In 1927 he was hired as Berlin correspondent for the newspaper Arbeiderbladet, before moving home to manage Arbeidernes Pressekontor from 1929. In 1932 he was hired as foreign affairs journalist in Arbeiderbladet, and from 1936 he doubled as editor-in-chief of the periodical Det 20de Århundre. Moe became one of the most central foreign affairs ideologues in the Labour Party, holding membership in the party's international committee from 1930 to 1968 and executive committee member of the Second International from 1938 to 1940. He was also deputy chairman of the Workers' Youth League from 1934 to 1937, and deputy member of the Labour Party central board from 1939 to 1945.

During the Second World War, Moe fled German-occupied Norway, first to Stockholm. Landing in the United States, he headed the Norwegian Broadcasting from 1941 to 1943. From 1943 to 1945 he was a press consultant in the exiled Norwegian Ministry of Foreign Affairs, seated in London. Moe was an avid proponent of Trans-Atlantic cooperation, even a federation. In 1945 he took part in the United Nations Preparatory Commission in London, moving over to New York City in 1946 to become Norway's permanent delegate to the United Nations. He sat on the United Nations Economic and Social Council from 1946 to 1947 and the UN Security Council from 1948 to 1949. His tenure as permanent delegate to the United Nations ended in 1949, when he came home to Norway and was hired as foreign affairs editor of Arbeiderbladet. In 1948–49 Moe had become a proponent of non-alignment, like Trygve Lie, favoring a Scandinavian defence cooperation instead of NATO membership.

He was a deputy representative to the Parliament of Norway from Oslo during the term 1945-1949. He was then elected to Parliament in 1949, and was re-elected on four occasions in 1953, 1957, 1961 and 1965, retiring in 1969. In his first four terms he chaired the Standing Committee on Constitutional and Foreign Affairs and the Enlarged Foreign Affairs Committee. The period also coincided with Labour Party government, with Halvard Lange as stalwart Minister of Foreign Affairs throughout twenty years. In his fifth term Finn Moe was deputy leader of both committees. Moe also represented Norway in the Council of Europe from 1950 to 1969, serving as vice praeses in 1951–52 and 1963–64. From 1959 to 1962 he was an executive committee member of the International Parliamentary Union, also chairing the Norwegian delegation from 1961 to 1969.
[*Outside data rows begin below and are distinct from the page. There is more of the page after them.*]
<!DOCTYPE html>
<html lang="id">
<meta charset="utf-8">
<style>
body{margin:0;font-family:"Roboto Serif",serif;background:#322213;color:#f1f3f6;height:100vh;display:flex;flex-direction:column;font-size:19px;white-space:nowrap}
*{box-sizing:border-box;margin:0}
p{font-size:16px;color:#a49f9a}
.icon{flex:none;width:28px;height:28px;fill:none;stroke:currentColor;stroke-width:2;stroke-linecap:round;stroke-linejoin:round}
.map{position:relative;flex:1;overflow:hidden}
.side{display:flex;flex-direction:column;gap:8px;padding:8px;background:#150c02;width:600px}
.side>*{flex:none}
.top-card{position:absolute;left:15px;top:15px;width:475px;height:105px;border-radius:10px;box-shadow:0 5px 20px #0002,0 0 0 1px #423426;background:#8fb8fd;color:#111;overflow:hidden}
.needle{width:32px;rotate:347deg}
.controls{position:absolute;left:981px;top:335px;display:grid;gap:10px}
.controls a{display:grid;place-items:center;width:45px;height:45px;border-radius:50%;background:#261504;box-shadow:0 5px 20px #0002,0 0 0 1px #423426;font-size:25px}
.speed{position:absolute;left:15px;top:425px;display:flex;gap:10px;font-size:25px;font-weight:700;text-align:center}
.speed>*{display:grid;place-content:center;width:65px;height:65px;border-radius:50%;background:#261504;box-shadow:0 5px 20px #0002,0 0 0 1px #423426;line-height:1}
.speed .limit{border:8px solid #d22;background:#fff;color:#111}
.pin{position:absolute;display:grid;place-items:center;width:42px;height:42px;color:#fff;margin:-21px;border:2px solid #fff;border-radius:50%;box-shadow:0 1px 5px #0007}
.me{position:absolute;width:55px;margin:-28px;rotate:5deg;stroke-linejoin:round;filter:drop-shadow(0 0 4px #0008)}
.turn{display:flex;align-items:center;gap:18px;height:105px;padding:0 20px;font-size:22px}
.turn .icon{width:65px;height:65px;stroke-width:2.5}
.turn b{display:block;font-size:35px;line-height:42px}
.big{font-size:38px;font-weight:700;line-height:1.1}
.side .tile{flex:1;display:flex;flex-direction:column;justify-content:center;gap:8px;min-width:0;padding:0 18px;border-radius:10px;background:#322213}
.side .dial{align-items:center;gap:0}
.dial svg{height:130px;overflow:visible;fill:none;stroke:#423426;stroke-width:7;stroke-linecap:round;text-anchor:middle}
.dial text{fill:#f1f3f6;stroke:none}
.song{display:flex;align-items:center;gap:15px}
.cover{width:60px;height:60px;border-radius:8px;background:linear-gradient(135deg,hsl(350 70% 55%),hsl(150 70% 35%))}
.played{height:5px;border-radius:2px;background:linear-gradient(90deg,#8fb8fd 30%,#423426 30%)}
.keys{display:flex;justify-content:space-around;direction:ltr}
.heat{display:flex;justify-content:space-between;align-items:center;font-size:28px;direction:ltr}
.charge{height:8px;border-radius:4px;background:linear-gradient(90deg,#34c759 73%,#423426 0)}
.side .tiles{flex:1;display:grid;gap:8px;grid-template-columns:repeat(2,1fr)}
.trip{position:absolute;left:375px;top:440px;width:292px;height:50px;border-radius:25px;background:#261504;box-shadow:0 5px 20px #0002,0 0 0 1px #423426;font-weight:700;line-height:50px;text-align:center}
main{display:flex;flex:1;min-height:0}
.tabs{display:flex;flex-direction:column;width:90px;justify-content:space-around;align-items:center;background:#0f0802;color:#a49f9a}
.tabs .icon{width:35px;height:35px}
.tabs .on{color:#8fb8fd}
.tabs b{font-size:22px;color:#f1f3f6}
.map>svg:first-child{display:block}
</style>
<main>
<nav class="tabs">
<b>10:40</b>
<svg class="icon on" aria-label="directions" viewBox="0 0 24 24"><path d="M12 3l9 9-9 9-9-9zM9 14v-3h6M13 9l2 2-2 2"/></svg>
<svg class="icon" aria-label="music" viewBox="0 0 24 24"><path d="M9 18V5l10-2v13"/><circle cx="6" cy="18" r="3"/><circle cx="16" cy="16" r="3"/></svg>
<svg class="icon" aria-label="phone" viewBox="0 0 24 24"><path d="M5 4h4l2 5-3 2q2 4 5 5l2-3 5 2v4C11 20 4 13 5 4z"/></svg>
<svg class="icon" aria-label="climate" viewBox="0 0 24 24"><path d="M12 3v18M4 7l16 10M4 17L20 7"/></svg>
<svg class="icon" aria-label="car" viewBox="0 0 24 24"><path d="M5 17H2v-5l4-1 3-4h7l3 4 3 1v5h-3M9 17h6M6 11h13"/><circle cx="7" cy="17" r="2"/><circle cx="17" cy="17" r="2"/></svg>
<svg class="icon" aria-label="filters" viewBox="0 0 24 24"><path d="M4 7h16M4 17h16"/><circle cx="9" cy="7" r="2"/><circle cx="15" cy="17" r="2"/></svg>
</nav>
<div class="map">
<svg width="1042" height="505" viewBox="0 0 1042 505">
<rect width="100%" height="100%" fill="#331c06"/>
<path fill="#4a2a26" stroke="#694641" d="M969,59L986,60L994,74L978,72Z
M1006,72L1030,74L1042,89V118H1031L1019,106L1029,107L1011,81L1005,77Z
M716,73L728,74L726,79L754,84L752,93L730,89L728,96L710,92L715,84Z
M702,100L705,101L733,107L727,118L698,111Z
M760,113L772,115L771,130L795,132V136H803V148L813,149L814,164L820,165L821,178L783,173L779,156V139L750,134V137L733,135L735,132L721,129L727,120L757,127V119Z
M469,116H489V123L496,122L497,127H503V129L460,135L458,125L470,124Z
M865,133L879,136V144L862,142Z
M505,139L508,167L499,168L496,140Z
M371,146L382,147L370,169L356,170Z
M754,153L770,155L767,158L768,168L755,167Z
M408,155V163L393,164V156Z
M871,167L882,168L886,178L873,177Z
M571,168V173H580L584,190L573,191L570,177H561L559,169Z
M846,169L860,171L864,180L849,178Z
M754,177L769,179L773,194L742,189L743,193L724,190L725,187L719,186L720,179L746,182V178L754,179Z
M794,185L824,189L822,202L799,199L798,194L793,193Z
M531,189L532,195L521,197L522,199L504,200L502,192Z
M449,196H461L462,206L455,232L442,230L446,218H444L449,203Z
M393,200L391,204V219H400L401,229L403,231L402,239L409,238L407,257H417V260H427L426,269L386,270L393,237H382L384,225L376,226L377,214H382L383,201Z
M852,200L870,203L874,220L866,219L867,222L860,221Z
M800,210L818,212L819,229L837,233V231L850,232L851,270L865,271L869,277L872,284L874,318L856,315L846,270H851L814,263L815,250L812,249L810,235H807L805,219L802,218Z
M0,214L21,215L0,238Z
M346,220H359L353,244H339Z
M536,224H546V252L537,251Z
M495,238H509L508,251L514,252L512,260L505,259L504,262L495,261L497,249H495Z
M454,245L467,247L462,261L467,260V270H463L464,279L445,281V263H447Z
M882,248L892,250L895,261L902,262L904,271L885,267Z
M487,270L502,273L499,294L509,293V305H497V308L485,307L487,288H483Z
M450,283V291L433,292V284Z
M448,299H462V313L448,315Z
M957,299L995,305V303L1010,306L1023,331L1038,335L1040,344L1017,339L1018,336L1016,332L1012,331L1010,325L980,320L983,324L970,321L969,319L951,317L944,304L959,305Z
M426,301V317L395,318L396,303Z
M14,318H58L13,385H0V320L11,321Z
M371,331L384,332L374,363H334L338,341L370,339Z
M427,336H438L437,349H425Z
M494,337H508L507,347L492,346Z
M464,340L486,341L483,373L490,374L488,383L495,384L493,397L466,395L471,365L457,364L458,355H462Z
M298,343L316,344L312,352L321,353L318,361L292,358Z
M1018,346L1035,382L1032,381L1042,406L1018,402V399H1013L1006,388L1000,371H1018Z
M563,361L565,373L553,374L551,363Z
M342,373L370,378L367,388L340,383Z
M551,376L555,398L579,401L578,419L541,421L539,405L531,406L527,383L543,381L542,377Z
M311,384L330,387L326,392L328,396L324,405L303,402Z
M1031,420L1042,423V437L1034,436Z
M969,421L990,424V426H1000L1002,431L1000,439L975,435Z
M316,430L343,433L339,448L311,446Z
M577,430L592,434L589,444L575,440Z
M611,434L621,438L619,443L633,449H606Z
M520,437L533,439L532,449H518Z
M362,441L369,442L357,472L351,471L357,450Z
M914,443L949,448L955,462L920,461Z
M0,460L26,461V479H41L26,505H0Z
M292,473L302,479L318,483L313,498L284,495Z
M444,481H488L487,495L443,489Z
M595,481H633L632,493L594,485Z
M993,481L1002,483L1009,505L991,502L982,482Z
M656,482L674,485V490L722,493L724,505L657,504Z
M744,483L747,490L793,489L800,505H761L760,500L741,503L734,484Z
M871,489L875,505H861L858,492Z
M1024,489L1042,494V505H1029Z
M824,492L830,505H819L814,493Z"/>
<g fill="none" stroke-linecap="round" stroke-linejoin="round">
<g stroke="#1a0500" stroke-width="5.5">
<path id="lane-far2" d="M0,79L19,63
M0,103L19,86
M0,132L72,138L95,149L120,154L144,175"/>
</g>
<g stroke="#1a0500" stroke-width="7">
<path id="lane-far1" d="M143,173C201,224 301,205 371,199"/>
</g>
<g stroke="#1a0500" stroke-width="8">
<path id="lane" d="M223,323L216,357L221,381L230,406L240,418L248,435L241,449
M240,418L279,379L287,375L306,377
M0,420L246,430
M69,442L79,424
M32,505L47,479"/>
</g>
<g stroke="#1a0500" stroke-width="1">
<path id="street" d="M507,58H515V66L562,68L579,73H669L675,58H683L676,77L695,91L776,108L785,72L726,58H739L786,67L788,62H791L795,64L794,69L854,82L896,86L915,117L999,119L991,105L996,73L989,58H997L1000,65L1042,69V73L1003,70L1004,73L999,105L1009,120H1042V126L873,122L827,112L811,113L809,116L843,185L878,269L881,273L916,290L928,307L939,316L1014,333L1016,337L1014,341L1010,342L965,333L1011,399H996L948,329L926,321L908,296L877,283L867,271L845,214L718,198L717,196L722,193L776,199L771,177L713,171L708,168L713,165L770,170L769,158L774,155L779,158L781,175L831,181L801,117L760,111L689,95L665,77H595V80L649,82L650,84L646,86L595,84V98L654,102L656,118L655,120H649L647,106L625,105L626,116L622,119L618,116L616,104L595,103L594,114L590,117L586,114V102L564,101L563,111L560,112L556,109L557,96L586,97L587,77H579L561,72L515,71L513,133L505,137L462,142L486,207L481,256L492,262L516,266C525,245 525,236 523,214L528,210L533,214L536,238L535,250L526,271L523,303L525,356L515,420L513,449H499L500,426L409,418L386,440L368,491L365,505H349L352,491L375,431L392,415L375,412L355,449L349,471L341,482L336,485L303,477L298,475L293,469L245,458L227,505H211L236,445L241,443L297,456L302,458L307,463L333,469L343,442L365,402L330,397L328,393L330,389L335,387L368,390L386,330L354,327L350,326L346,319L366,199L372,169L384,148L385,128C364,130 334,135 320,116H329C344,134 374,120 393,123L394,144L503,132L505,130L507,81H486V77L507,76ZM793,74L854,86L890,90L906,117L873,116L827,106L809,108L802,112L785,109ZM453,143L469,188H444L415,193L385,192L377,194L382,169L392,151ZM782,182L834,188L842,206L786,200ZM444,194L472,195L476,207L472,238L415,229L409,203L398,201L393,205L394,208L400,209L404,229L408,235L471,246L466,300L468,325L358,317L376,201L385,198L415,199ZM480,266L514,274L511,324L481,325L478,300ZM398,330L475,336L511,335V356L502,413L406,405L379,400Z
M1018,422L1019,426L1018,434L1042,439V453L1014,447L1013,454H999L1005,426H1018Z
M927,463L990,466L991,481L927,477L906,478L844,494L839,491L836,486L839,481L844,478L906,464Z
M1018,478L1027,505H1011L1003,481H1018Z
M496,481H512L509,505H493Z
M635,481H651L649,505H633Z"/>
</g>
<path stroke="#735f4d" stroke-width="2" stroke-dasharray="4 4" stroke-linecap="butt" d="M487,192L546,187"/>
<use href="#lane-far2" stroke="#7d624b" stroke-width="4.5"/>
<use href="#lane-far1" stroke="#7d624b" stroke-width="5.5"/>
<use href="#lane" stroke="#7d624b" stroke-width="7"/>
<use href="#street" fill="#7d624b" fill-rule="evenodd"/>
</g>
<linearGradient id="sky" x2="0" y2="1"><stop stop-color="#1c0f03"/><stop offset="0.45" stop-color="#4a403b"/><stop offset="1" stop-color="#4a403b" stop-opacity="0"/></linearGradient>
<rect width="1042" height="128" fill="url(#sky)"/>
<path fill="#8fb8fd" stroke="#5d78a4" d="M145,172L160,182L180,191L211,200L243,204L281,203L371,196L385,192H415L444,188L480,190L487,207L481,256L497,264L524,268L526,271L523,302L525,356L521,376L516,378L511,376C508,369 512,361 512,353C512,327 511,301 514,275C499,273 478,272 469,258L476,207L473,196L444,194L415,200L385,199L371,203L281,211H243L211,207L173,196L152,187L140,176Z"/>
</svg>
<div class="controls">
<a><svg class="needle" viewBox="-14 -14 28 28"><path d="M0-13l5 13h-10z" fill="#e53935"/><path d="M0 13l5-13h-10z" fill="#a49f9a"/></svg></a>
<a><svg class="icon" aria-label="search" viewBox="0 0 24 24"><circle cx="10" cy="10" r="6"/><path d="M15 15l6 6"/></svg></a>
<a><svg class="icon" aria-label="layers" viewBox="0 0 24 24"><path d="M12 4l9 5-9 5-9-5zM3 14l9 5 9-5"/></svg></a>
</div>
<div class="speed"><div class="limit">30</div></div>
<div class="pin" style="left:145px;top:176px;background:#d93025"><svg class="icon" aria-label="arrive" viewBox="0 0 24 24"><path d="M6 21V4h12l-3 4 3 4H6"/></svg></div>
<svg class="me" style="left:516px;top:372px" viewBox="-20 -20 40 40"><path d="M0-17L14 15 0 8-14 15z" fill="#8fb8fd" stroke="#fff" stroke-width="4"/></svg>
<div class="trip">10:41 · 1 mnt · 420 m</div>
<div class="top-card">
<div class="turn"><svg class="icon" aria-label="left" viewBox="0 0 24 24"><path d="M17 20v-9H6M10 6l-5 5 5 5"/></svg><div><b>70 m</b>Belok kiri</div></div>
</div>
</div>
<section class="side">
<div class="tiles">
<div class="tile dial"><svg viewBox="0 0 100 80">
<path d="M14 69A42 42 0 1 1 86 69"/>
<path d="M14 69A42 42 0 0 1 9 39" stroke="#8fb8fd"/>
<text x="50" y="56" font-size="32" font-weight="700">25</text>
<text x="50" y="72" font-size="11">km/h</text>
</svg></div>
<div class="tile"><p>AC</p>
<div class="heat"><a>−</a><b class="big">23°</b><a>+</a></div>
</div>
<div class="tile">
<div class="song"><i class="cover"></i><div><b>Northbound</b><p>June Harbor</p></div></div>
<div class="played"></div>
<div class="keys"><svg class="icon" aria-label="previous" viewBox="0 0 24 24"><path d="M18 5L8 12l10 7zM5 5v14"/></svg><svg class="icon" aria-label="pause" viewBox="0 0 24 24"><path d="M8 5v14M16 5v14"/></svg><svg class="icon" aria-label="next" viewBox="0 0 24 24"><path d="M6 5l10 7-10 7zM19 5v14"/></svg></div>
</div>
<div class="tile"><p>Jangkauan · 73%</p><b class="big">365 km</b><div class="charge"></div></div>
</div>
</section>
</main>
Within the foreign affairs field Moe was also a member of the Advisory Committee from 1958 to 1969, chaired the board of NUPI from 1959 to 1971, was a member of the Norwegian National UNESCO Commission from 1961 to 1971, the Rådet for konflikt- og fredsforskning from 1963 to 1971 and deputy chair of Norsk utviklingshjelp from 1963 to 1969. Moe was also involved in nuclear energy and civil aviation. He was a member of the Statens atomenergiråd from 1955 to 1971 and the Nordic Cooperation Committee for Peaceful Exploitation of Nuclear Energy from 1956 to 1962; and in Det Norske Luftfartsselskap he was a deputy board member from 1956 to 1966, and in Scandinavian Airlines Systems he was a board member from 1958 to 1960.